「MRJ」誕生までの航空機産業の歩み【航空】

「MRJ」誕生までの航空機産業の歩み


【国産初のジェット旅客機「MRJ」が完成】
  日本で初めてのジェット旅客機「MRJ」が完成し、昨年10月18日に三菱重工の小牧南工場で披露されました。MRJはプロペラ機の「YS--11」以来、約50年ぶりの国産旅客機で、ジェット旅客機としては初めてとなります。今年4月から日本やアメリカで飛行実験を行い、2017年には全日空に初号機を納入する計画です。
 MRJ誕生までの日本の航空機開発の歴史を追ってみることにしました。


【大きな期待を受けて、今春からテスト飛行に】

「MRJ」誕生までの航空機産業の歩み - レオナルド・ダ・ヴィンチのスケッチ -
人類は大昔から、大空を自由に飛び回ることにあこがれ、挑戦し続けてきました。
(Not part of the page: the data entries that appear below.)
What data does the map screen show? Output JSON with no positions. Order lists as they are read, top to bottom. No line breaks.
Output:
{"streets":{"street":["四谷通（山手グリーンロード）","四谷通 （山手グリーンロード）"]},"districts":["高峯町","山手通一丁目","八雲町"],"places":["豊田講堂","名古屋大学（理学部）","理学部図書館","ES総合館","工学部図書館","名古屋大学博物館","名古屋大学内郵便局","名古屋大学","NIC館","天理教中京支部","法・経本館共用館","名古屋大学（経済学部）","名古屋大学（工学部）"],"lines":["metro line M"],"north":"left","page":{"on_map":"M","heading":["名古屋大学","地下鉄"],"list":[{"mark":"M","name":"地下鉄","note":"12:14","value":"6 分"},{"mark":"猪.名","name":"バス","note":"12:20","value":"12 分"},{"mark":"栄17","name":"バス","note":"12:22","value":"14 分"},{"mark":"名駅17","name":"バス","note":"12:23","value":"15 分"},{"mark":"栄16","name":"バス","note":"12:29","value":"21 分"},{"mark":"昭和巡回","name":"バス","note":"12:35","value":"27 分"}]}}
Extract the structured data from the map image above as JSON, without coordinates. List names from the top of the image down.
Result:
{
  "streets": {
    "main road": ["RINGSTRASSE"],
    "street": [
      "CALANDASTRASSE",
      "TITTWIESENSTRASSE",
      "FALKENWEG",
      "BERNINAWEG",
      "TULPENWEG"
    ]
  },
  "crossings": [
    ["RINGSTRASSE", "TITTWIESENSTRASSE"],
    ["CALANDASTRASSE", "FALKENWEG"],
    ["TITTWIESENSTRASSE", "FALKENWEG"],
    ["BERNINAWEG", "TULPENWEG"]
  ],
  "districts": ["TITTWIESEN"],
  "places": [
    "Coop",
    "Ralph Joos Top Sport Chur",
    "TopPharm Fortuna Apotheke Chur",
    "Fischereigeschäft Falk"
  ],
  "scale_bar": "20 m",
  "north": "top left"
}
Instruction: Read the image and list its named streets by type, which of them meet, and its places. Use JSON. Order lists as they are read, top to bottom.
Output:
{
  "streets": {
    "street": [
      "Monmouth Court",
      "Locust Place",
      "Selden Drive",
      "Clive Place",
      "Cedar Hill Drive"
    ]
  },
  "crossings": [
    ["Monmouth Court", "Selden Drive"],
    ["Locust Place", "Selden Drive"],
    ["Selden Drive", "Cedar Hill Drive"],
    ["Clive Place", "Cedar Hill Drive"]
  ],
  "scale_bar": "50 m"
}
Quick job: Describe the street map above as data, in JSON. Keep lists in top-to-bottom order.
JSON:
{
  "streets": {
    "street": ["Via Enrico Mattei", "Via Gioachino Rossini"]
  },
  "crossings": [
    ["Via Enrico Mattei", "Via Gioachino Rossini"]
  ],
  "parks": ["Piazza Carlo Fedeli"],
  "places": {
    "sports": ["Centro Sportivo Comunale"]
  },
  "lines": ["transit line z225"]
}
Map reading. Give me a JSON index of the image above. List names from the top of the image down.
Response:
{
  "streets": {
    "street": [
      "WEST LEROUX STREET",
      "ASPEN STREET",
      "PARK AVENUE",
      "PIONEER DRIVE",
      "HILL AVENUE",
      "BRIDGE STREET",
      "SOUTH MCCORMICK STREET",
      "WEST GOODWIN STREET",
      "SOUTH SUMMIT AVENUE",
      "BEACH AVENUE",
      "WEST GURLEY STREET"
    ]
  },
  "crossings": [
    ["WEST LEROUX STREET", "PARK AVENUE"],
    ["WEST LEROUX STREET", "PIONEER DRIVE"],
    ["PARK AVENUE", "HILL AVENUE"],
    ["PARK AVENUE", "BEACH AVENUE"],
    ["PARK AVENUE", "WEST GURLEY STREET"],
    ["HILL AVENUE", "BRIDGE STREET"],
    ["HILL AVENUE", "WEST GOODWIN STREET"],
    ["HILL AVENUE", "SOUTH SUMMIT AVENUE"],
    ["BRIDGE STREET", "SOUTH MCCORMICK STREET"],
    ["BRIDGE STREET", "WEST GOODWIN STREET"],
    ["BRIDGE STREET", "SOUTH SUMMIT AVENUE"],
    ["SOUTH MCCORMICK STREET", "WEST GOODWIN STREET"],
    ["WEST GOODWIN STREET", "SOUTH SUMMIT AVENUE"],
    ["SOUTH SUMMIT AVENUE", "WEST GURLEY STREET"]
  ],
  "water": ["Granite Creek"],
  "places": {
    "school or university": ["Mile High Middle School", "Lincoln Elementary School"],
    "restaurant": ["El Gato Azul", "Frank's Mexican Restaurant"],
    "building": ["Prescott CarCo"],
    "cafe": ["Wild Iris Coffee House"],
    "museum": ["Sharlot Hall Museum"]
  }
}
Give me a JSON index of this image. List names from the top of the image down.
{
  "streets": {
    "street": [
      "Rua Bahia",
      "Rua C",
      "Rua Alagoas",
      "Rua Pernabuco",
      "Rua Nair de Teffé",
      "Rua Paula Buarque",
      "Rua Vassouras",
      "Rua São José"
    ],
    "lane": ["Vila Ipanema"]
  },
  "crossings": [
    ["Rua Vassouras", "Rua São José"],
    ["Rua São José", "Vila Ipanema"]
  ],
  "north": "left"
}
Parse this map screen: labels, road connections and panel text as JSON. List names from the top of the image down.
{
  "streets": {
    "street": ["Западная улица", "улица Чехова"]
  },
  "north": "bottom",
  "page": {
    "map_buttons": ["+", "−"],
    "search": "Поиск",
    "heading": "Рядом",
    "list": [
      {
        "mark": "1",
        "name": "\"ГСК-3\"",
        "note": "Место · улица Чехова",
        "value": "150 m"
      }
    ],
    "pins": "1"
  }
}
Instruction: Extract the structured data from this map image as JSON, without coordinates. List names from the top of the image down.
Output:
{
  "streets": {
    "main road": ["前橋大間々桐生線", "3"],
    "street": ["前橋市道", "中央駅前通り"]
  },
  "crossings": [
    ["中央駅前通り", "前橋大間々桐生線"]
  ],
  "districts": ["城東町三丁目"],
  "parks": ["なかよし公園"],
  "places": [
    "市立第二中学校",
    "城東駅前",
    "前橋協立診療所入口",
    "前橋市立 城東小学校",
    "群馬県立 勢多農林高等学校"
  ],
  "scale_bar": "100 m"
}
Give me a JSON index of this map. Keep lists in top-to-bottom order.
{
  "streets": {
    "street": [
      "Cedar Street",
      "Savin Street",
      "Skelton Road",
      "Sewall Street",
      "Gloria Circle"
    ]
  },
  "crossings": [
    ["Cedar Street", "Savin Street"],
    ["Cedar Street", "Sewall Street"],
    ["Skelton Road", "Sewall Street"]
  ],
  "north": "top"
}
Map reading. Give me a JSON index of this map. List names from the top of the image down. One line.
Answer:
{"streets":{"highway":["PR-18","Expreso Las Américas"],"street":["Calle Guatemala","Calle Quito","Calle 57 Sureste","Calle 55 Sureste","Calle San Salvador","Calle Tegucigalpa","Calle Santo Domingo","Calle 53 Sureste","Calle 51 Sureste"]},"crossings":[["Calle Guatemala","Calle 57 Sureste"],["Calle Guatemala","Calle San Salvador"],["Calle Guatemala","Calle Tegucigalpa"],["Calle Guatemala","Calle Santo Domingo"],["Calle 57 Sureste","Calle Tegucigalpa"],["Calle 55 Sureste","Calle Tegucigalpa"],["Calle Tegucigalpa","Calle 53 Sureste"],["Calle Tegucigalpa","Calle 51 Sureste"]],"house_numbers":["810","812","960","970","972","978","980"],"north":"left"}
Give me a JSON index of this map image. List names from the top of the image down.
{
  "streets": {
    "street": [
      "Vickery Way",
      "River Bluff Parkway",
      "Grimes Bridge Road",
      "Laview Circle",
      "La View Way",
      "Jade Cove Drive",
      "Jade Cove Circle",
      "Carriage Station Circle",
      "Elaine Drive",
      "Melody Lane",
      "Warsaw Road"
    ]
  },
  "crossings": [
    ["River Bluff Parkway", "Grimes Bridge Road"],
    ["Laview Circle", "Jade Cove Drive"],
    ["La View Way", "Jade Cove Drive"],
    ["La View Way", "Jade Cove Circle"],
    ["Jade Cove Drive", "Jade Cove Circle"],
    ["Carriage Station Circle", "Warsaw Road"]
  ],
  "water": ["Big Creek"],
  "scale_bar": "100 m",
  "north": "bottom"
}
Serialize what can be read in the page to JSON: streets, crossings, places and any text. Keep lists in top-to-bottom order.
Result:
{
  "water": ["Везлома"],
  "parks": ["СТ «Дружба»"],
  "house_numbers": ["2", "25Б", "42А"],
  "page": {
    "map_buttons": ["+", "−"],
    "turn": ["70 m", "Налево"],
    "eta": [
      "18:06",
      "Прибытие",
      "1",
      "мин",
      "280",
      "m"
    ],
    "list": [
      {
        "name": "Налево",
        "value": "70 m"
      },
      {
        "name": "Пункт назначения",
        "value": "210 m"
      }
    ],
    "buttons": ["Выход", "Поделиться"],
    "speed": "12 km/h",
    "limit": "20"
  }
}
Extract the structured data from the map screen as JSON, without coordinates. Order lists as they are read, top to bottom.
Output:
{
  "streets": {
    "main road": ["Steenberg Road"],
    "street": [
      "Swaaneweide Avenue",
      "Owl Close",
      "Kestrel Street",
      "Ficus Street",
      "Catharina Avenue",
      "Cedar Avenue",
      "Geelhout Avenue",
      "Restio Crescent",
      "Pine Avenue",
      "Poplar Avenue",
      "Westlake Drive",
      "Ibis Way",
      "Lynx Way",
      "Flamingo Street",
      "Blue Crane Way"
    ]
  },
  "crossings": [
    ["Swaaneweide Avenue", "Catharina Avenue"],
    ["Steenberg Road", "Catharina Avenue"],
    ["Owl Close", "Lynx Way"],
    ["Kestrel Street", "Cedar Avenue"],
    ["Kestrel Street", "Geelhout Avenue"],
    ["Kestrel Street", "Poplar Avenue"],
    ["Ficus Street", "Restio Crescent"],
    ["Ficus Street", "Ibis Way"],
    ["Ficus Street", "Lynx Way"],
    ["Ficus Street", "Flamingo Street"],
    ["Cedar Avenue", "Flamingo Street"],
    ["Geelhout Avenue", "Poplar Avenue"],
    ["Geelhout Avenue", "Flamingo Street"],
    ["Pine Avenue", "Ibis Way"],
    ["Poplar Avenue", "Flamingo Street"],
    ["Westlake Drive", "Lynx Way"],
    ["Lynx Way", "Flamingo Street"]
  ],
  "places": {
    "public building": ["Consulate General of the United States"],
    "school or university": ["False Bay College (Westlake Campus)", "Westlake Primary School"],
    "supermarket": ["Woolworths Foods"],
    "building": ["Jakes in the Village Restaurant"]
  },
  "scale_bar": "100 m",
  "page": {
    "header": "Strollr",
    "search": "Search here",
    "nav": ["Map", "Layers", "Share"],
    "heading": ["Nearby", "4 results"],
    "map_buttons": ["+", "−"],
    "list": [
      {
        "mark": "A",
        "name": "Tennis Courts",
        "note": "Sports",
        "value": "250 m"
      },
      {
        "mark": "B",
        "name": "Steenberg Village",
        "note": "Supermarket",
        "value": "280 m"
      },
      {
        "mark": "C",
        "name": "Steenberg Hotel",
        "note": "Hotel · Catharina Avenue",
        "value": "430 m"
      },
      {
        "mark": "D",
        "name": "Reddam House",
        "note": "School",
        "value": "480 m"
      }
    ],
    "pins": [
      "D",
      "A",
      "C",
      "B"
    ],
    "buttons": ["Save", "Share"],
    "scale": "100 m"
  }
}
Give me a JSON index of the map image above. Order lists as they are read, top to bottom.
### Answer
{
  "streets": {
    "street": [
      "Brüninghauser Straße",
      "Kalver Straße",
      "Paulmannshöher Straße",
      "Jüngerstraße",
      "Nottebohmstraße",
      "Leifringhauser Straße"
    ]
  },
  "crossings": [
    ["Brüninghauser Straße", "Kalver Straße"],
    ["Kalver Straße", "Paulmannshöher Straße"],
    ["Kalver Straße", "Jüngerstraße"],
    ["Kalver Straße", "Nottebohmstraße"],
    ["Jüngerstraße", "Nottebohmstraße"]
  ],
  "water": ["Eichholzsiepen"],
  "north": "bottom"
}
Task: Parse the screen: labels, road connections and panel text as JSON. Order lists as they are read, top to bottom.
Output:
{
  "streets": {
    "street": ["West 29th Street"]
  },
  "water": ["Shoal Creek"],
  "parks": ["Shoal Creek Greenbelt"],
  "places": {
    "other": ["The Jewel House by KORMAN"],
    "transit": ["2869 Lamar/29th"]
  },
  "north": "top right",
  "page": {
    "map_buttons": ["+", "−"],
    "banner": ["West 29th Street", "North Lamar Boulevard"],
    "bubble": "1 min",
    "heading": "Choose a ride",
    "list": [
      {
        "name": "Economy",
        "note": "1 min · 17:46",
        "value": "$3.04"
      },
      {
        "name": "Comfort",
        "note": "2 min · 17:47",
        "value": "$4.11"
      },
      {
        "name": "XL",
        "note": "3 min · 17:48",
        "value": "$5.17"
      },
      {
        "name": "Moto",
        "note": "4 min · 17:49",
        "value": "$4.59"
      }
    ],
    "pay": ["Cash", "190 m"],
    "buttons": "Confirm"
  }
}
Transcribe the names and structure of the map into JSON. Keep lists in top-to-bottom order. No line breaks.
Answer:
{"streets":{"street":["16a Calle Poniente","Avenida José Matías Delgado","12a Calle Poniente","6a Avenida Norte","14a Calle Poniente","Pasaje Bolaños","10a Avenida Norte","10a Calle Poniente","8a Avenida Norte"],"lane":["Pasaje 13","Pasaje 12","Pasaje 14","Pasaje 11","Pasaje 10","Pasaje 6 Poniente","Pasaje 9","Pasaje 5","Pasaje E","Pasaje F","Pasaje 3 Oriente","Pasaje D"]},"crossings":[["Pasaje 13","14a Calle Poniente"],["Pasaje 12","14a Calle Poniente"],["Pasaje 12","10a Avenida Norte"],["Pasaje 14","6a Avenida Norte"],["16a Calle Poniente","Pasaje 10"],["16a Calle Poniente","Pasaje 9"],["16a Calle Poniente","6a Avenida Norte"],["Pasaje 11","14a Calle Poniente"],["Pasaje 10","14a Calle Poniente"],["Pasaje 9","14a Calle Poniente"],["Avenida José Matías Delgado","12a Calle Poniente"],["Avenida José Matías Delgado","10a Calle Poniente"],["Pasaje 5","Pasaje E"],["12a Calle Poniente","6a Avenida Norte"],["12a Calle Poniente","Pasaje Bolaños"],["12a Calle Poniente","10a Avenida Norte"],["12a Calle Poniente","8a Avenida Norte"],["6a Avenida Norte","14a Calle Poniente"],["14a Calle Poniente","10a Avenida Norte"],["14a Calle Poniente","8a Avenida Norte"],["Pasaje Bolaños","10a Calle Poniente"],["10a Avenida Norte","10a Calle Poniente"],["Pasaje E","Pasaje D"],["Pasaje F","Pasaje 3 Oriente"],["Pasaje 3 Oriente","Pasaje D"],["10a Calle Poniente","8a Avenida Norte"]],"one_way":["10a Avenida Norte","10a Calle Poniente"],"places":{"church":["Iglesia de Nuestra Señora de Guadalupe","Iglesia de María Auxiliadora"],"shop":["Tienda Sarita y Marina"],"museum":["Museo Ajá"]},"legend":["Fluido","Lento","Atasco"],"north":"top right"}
レオナルド・ダ・ヴィンチは1490年ころ、楕円形のヘリコプターのような飛行機のスケッチを残し、パラシュートの研究も行っていたようです。
 1785年には、ジャン・ピエール・ブランシャールが水素気球で初めてドーバー海峡の横断飛行を行い、日本人の浮田幸吉が滑空飛行に成功しています。1891年には、ドイツのオットー・リリエンタールがグライダーで2000回以上も空を飛び、操縦技術の会得を目指しました。日本の二宮忠八がゴム動力の模型飛行機を飛ばしたのはこの頃です。
 1897年になると、フランス人のクレマン・アデールが固定翼の自作飛行機を作り、瞬間的な滑走浮揚に成功しますが、正式な飛行とは認められていません。
 このように1800年代までは、気球や人力による飛行実験が行われてきましたが、大空を自由に飛ぶという夢には程遠いものでした。

- ライト兄弟の成功で飛躍的に発展 -
1900年代に入ると動力飛行機が登場して、飛行機の研究・開発は飛躍的に発展していきます。
 アメリカのグスタボ・ホワイトヘッドが1901年、コネチカット州で動力飛行に成功したと主張しましたが公式には認められていません。アメリカの大学教授ラングレイは同年、内燃機関を搭載した模型飛行機の初飛行を成功させます。
 1903年には、ニュージーランド人のリチャード・ピアースが動力飛行機による飛行を試みましたが、操縦不能となって不時着しました。また、ドイツのカール・ヤトーが、動力飛行機で20m飛びましたが、操縦不能となりました。
 こうした挑戦が続く中、1903年12月にライト兄弟が人類の歴史に残る動力飛行機「ライトフライヤー号」での飛行を成功させます。翌1904年には、「ライトフライヤーⅡ」で向かい風なしの状態で離陸し、円形旋回飛行を行いました。
 ライト兄弟の動力飛行機の成功で、飛行機の研究・開発は目覚ましいスピードで進展していきました。
「MRJ」誕生までの航空機産業の歩み - 1910年に日本初の動力飛行に成功 -
日本の飛行機開発は、欧米の技術を学ぶことからスタートしました。
 1900年に徳川好敏大尉と日野熊蔵大尉は、飛行機の操縦と取扱い技術を習得するため、ヨーロッパに派遣されます。そして、1910年12月に、東京の代々木の練兵場でヨーロッパから持ち帰った飛行機で公開試験飛行を行いました。徳川大尉はフランス製の複葉機アンリ・ファルマン機を操縦し、高度70m、滞空時間4分、距離約3000mの飛行に成功しました。同日、日野大尉もドイツ製のグラーデ単葉機で、高度20m、滞空時間1分20秒、距離約1000mを飛行しました。この二人が日本初の動力飛行の成功者ですが、記録や家柄などで徳川大尉が初飛行者だとされることもあります。
 そして翌1911年には、日本海軍軍属技師の奈良原三次が、自作の複葉機「奈良原式2号」での飛行を成功させています。
「MRJ」誕生までの航空機産業の歩み - 第一次大戦を期に高まる飛行機の需要 -
1914年から1918年にかけて、ヨーロッパを中心に第一次世界大戦が起こります。
 第一次世界大戦では、当初飛行機は偵察機として使用されました。その後、敵の飛行機に石や煉瓦を投下したり、操縦士をめがけてピストルなどを打ち込むようになりました。また、敵地上空まで飛んで行って爆弾を投下する爆撃機も開発されます。さらに、航空機による魚雷攻撃を可能にする雷撃機も製造されました。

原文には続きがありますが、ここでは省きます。